[About this exercise]:
Look below for the line containing "1153px,847px 1186px,825px 1184px,828px"; from there through the line containing "1708px,546px 1751px,505px 1781px,492px", both lines included, please set down each line exactly and nothing else.

*** Recorded data ***

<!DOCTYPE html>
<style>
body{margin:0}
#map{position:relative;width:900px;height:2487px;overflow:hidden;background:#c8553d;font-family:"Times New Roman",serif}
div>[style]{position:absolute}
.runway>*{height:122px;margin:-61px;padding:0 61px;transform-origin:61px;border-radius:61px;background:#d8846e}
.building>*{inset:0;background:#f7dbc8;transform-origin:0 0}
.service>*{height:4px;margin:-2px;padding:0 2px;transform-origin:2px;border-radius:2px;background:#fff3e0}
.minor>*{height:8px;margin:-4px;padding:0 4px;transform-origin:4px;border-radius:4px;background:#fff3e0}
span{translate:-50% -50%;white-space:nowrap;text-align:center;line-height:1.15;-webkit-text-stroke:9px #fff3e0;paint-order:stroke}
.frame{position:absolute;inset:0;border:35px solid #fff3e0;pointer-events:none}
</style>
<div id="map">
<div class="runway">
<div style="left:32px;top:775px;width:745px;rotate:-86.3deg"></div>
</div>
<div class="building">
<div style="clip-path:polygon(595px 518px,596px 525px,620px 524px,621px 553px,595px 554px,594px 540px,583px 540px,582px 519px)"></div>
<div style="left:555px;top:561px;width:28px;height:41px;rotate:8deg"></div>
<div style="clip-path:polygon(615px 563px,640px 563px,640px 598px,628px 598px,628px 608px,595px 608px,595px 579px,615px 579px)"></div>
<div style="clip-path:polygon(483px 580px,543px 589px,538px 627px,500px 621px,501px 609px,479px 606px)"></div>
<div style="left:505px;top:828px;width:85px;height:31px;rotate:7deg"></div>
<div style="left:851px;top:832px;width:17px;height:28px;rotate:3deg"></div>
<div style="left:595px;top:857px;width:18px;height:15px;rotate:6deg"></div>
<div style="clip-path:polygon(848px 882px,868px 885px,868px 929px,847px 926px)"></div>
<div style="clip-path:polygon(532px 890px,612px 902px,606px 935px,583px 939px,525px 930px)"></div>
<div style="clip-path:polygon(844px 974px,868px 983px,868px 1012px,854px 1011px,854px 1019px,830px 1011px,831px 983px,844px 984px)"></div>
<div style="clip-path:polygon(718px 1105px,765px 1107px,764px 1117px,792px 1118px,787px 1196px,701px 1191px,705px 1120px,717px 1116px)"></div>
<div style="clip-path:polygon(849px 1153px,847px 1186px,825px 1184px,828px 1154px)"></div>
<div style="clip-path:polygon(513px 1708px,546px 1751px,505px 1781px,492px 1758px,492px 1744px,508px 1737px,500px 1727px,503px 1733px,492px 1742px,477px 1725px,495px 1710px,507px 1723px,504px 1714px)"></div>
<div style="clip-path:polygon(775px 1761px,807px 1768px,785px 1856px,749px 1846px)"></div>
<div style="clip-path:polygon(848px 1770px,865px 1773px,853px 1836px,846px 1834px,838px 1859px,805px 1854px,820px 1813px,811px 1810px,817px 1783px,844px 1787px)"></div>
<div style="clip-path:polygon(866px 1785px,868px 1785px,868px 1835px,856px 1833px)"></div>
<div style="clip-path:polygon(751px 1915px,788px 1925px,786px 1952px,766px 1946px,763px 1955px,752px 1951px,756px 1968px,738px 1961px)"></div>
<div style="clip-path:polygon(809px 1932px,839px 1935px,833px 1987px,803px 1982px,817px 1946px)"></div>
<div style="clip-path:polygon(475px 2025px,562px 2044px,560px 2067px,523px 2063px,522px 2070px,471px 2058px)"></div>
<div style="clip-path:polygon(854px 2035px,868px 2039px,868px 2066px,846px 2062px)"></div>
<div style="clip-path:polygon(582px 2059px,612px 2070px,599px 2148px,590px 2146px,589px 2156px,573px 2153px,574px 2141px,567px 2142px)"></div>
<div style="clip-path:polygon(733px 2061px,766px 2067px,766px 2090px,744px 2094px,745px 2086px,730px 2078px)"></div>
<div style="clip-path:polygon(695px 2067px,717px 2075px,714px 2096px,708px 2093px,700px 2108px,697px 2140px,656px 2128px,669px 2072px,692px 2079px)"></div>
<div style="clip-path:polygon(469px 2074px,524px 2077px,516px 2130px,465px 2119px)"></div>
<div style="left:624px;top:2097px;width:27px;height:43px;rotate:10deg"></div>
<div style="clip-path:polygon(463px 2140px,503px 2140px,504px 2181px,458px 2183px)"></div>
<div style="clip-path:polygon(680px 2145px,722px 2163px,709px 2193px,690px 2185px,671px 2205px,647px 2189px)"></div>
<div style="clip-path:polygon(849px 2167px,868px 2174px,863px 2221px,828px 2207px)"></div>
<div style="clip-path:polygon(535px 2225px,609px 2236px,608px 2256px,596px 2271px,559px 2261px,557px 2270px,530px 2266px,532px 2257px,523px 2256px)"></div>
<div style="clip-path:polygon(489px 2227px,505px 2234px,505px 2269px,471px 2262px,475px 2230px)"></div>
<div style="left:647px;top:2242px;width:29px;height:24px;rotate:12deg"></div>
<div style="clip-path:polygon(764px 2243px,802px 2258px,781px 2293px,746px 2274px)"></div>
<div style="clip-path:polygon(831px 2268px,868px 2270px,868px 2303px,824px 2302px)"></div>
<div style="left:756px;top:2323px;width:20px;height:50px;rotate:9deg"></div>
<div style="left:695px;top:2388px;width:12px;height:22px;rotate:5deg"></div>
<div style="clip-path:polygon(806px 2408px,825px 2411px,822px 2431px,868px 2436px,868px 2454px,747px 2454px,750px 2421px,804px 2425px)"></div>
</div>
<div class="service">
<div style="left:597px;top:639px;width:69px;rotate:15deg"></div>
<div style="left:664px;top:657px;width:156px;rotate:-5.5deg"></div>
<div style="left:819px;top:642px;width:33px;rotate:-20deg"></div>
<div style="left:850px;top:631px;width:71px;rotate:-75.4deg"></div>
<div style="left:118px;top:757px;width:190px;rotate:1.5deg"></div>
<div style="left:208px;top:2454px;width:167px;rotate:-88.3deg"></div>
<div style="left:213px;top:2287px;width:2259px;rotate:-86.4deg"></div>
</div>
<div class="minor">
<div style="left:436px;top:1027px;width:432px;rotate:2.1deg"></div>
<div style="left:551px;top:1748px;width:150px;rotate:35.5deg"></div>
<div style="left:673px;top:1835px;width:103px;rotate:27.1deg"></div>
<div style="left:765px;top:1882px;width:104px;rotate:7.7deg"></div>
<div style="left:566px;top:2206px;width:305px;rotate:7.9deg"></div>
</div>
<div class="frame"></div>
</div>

***
*** Recorded data ***

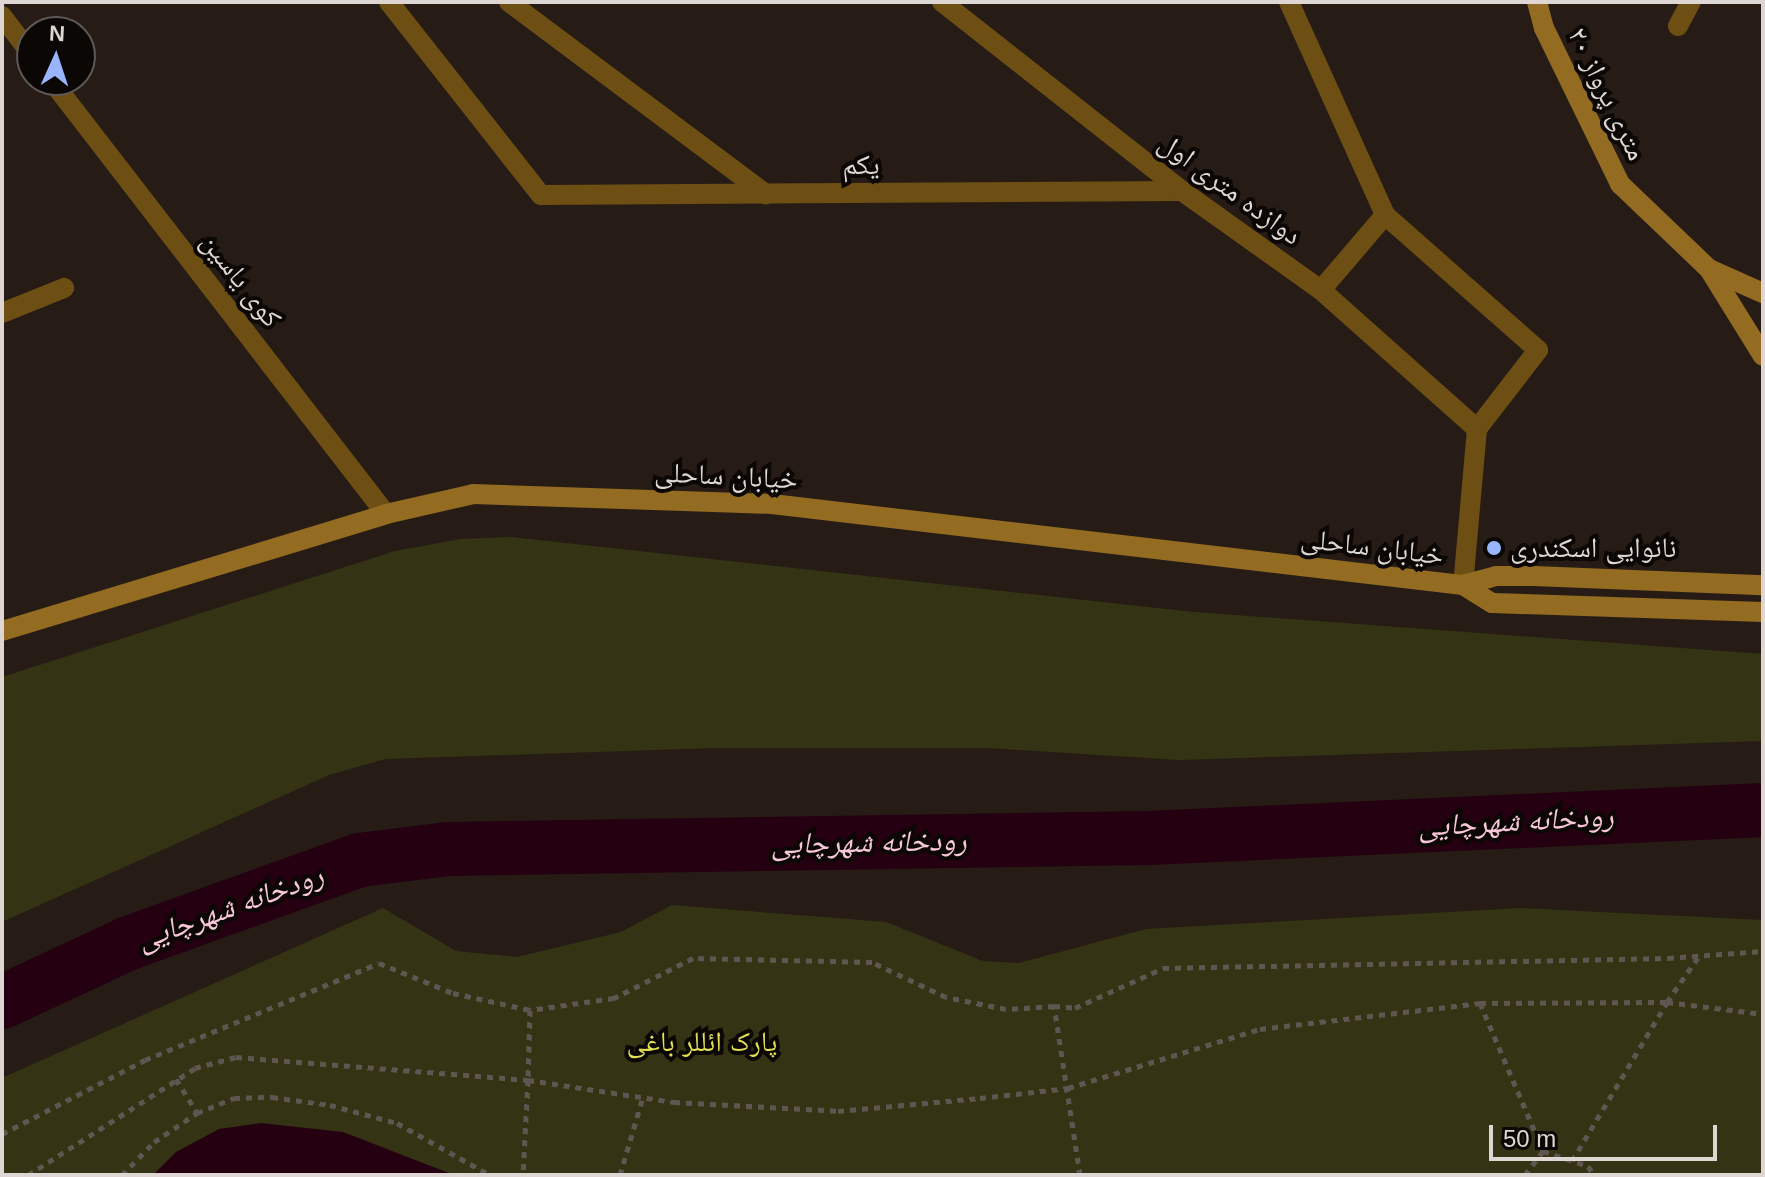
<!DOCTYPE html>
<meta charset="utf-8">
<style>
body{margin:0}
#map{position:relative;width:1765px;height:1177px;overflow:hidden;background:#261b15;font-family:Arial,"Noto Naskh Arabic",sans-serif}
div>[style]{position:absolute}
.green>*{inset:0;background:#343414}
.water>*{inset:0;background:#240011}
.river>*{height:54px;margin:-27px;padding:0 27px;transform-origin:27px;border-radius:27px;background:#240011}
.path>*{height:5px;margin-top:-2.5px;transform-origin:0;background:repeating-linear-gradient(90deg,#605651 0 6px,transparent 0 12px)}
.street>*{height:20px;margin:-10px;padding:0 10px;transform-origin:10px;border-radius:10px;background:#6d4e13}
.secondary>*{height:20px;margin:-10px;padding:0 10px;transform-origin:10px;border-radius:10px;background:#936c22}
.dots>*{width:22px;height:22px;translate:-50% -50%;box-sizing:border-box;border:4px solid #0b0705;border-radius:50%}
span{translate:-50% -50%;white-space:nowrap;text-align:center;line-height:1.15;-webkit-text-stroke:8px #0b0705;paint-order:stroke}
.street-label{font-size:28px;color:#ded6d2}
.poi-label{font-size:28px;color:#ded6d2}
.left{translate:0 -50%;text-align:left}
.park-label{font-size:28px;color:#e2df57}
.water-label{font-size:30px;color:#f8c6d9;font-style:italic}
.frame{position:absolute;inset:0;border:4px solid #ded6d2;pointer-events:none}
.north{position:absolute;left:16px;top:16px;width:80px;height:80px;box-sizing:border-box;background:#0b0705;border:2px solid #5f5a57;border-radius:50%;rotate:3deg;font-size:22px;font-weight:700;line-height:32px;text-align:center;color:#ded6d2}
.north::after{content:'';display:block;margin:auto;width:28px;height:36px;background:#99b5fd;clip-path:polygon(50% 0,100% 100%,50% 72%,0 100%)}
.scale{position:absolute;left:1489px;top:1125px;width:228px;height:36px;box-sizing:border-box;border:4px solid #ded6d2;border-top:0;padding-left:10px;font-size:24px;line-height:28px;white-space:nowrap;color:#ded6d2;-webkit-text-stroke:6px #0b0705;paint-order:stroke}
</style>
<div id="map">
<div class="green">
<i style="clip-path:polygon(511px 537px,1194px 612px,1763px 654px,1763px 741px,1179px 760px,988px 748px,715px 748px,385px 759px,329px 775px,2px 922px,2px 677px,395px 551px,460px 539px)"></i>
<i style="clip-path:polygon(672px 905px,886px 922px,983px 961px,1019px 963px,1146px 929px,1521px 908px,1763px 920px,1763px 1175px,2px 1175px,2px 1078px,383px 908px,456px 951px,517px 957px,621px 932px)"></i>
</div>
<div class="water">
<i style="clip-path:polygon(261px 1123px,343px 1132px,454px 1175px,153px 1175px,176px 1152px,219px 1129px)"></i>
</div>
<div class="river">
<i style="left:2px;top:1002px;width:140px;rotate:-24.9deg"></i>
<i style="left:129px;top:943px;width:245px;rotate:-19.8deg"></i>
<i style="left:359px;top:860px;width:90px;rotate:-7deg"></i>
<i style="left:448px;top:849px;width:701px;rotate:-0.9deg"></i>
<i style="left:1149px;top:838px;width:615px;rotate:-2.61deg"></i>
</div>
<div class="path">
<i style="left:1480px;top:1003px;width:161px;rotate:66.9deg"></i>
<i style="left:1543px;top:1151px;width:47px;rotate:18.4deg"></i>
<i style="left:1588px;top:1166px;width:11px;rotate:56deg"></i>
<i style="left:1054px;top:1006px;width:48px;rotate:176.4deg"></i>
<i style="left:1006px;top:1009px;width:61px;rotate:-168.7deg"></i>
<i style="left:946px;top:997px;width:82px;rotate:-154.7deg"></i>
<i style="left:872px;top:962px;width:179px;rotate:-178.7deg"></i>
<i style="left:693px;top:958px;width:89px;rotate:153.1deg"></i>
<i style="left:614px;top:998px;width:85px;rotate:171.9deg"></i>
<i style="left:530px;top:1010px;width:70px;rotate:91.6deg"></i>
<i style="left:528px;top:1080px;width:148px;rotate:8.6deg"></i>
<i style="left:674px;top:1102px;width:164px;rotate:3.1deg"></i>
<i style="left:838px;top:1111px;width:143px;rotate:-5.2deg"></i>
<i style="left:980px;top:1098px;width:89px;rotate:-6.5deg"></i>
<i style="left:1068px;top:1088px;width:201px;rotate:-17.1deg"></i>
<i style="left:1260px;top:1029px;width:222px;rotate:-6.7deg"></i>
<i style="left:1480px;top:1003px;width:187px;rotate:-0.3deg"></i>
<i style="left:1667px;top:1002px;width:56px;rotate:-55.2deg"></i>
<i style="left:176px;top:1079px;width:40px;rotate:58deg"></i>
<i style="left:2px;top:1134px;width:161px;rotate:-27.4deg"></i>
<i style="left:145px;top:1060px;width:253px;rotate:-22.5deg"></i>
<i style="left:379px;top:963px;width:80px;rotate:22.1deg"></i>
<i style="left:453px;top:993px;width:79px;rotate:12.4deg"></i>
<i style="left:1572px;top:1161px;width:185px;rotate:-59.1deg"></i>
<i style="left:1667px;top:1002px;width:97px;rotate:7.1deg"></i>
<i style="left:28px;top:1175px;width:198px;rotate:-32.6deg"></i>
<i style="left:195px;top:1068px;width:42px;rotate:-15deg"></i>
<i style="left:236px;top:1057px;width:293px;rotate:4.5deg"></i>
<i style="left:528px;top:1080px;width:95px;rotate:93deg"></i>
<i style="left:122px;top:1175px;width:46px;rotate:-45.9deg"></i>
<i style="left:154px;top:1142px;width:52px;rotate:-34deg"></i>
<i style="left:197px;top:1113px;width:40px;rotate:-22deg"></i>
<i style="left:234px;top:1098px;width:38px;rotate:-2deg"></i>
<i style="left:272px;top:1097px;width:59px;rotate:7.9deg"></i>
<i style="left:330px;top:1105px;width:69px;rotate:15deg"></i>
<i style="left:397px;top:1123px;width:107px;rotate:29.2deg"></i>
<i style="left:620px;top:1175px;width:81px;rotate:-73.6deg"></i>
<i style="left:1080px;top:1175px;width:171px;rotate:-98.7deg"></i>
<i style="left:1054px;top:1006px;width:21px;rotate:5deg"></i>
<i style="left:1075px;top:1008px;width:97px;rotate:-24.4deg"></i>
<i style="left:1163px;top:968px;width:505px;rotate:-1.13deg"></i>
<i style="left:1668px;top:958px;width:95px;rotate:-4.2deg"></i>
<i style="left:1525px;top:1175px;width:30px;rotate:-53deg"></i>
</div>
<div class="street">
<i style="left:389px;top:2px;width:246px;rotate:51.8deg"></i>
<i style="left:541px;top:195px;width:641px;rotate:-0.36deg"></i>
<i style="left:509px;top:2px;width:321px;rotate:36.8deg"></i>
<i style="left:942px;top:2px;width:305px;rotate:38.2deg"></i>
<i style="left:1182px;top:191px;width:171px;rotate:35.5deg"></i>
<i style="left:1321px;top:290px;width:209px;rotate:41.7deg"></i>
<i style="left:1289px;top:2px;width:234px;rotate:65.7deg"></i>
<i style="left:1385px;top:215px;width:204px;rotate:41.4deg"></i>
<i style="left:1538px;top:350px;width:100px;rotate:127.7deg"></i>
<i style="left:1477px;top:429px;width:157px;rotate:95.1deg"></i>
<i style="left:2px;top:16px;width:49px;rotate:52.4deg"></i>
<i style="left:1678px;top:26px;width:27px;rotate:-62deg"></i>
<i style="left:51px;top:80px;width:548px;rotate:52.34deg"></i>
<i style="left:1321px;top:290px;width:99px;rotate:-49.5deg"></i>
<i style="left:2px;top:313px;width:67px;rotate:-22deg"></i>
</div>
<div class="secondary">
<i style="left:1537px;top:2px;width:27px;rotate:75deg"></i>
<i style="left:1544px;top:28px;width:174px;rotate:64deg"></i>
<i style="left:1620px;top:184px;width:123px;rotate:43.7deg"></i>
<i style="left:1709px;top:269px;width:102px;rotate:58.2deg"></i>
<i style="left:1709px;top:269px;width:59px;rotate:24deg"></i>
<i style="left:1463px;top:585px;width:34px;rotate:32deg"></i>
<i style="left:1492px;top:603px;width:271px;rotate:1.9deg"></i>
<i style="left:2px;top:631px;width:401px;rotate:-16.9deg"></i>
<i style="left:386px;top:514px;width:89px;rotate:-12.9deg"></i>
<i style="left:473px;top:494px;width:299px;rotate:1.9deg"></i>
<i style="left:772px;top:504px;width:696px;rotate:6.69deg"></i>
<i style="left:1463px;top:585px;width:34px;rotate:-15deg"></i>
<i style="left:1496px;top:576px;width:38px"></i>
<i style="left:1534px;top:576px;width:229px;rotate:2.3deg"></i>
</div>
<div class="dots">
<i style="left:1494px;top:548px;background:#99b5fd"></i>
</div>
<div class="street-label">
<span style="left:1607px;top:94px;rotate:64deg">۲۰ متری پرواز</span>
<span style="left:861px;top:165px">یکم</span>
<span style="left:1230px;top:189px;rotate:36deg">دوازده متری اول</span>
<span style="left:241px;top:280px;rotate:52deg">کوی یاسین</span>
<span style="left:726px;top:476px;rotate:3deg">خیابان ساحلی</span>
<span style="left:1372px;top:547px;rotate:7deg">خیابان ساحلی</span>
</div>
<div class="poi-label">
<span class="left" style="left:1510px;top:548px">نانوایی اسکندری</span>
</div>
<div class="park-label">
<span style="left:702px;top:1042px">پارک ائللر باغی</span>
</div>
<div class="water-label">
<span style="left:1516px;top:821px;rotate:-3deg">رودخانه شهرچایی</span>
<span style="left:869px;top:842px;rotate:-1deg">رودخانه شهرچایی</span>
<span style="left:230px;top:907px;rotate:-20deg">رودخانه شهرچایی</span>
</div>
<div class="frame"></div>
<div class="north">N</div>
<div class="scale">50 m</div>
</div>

***

[Solution to this problem]:
<div style="clip-path:polygon(849px 1153px,847px 1186px,825px 1184px,828px 1154px)"></div>
<div style="clip-path:polygon(513px 1708px,546px 1751px,505px 1781px,492px 1758px,492px 1744px,508px 1737px,500px 1727px,503px 1733px,492px 1742px,477px 1725px,495px 1710px,507px 1723px,504px 1714px)"></div>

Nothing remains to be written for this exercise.